The hard part is middle management, which is fairly small in our organization. At that level, we are still rewarding people for crisis management (we are great at managing crises), even though we know that set of skills is not the same we need to implement a long-term strategy. Our managrs need more guidance and development if they are to truly understand their role in translating the ‘what’ coming from hoshin kanri and our enterprise TPOCs into the ‘how’ they need to happen at the front line.
RP: What are the most noteworthy improvements you have been able to achieve?
JO: One area of improvement that has been taken corporate-wide is how we manage patients in the Emergency Room so that, once admitted, they are not readmitted for the same reason. We call it our Care Case Management Program.
Standard work was created with all those involved in managing care in the ED. The patients who were identified as having recently been admitted or as individuals at risk of frequent hospitalization (like people with chronic conditions) were identified in the ED and assigned a care manager who would ensure their care was followed through the inpatient and early discharge, so that the follow-up visit can be had as outpatient rather than going through ED again.

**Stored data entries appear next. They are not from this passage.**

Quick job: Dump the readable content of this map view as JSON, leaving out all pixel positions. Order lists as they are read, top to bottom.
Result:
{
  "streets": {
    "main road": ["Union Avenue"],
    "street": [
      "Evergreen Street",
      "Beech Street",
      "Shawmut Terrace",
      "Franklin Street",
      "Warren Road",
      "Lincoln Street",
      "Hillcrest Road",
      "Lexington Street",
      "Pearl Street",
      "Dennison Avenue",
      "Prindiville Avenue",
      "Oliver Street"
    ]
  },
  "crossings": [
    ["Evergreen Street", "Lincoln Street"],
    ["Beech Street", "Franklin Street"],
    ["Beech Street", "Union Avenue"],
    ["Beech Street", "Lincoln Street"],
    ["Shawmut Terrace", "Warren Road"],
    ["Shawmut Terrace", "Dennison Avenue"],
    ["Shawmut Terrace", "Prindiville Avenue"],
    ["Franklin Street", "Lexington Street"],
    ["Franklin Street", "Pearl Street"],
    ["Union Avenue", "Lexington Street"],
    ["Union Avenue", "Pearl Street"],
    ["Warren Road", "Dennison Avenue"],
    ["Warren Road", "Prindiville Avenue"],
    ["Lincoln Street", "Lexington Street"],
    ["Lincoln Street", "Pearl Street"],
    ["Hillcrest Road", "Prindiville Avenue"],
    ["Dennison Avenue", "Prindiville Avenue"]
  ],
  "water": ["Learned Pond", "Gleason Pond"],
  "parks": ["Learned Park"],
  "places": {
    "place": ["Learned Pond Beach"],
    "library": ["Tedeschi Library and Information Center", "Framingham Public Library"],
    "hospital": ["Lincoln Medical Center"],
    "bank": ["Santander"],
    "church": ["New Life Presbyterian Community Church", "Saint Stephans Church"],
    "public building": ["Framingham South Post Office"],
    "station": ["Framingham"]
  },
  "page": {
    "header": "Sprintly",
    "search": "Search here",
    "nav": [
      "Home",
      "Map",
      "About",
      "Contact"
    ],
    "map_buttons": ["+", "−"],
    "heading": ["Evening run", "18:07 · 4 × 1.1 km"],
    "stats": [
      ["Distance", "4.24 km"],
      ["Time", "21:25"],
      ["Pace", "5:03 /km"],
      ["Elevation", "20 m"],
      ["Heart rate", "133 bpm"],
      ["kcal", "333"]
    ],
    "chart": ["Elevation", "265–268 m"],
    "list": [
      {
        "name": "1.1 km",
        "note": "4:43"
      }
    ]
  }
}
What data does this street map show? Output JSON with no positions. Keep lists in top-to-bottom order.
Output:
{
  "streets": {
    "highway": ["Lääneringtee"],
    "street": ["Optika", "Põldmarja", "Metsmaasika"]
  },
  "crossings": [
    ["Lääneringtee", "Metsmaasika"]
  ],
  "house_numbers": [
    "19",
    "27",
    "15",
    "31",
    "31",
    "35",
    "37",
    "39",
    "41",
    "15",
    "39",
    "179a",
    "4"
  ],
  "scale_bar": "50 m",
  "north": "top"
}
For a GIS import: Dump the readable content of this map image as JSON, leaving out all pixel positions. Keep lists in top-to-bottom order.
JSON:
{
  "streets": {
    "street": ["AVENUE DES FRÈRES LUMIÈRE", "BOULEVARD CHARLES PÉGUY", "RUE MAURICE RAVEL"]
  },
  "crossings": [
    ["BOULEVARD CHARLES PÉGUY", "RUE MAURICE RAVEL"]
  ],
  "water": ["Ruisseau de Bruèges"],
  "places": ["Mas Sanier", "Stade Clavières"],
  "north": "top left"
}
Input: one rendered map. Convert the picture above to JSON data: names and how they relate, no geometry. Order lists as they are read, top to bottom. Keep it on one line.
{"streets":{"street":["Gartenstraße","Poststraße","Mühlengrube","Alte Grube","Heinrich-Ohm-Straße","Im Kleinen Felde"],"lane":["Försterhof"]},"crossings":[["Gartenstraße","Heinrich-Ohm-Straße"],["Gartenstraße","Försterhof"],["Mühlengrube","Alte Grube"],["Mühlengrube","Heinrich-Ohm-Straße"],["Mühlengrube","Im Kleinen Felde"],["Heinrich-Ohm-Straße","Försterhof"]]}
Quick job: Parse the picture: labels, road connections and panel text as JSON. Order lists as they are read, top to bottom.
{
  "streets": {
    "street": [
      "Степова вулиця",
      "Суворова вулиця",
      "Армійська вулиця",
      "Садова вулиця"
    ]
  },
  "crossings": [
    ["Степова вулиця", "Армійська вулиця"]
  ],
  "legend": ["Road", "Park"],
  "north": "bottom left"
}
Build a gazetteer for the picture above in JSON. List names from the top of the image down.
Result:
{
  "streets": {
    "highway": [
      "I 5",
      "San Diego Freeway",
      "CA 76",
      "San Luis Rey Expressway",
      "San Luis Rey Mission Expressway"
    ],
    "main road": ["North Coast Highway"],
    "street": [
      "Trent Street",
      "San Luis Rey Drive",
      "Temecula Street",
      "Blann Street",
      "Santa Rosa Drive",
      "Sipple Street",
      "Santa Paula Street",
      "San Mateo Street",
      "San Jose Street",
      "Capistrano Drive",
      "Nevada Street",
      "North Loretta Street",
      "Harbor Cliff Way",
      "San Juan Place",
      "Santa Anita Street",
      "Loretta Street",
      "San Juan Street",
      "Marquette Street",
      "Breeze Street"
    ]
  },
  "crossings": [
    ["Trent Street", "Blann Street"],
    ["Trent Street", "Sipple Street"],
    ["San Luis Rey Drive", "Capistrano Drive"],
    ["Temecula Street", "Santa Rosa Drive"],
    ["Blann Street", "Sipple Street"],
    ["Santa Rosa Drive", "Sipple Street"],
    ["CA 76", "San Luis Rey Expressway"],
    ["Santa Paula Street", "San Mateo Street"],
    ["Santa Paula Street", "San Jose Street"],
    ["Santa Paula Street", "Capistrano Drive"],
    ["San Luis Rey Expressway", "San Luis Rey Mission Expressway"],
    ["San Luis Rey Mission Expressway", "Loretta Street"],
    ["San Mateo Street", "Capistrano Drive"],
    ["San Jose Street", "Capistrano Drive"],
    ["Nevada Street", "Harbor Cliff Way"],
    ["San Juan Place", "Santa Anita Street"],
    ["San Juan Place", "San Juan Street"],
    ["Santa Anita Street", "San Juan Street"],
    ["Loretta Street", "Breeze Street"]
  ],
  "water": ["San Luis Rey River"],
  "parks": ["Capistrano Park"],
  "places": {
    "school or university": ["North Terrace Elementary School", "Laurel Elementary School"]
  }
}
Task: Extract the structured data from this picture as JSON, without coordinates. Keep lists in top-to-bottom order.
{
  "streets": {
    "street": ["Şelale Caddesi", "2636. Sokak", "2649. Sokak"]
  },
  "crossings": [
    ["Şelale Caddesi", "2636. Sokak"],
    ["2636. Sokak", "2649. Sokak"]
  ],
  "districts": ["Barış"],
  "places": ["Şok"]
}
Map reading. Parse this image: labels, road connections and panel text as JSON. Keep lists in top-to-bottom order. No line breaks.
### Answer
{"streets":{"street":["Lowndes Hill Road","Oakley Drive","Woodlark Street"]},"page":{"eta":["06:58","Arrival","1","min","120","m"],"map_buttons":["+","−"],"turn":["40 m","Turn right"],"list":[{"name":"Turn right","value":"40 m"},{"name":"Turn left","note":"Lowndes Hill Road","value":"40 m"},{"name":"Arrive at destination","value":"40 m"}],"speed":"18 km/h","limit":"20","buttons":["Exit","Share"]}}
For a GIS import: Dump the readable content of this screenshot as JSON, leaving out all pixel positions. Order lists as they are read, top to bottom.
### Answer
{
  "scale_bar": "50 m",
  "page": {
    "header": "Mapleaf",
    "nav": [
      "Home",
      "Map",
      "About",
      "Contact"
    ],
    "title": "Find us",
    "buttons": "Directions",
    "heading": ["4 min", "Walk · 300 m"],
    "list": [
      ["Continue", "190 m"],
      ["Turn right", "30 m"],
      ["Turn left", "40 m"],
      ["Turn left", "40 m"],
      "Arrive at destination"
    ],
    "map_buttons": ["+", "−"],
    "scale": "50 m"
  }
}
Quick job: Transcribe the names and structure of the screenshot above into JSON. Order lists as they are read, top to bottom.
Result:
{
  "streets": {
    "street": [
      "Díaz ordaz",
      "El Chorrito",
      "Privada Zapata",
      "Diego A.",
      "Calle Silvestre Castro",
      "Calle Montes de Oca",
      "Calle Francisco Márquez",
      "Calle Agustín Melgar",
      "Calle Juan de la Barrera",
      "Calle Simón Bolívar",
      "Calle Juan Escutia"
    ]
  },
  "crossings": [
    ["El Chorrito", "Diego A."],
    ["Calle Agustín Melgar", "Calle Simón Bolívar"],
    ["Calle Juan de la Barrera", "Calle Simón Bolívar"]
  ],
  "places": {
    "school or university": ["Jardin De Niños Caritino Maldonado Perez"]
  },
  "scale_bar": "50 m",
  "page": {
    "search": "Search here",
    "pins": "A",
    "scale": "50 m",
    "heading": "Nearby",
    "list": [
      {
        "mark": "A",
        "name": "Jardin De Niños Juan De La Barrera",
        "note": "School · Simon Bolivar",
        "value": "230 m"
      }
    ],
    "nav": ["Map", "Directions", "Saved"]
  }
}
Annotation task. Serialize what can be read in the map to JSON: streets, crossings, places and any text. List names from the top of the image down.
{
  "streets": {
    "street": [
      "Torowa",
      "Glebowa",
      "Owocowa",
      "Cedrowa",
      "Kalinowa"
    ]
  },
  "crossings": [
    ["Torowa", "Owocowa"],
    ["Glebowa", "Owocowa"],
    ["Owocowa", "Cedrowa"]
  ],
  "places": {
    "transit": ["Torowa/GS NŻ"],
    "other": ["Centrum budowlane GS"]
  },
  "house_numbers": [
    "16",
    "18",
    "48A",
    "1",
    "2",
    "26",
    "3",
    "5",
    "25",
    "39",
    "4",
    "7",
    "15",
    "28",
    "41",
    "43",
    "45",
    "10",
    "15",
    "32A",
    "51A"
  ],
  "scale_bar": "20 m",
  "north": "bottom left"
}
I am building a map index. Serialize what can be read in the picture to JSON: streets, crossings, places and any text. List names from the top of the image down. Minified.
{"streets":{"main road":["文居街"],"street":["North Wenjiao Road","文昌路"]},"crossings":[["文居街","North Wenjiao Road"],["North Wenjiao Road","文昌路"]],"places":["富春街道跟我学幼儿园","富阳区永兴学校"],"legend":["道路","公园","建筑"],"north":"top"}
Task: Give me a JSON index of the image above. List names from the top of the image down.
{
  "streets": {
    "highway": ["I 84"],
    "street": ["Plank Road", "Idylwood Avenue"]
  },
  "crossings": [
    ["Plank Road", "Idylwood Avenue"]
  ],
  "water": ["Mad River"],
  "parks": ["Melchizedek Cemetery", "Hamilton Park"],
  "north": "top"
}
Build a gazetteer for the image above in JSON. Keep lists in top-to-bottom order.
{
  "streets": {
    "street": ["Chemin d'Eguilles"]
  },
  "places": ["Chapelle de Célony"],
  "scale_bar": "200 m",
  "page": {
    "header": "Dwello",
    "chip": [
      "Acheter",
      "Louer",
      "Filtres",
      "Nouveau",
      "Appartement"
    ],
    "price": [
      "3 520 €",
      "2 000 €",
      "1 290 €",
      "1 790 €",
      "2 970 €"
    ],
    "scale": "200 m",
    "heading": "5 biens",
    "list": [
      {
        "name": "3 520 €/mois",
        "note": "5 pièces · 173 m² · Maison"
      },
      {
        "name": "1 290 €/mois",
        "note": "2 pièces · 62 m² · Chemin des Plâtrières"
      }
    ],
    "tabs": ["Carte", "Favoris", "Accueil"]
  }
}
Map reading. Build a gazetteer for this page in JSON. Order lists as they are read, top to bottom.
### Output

Other success stories include the drop in length of stay for behavioral health adult patients, which went down from 22 to 15 days, and a double-digit improvement in patient satisfaction in the first month of implementation of our daily management system. We had tried for a long time to increase satisfaction by tackling tiny variables all over the place (temperature of the room, meals, responsiveness of staff, and so on), but had little success. Our daily management system is working wonderfully, because it creates awareness of specific issues of patients for the care team. It has also contributed to reducing waiting time in ambulatory care clinics, lowering the number of handoffs, and limiting patient movement. All of these factors add up to create a better environment for our patients and our staff.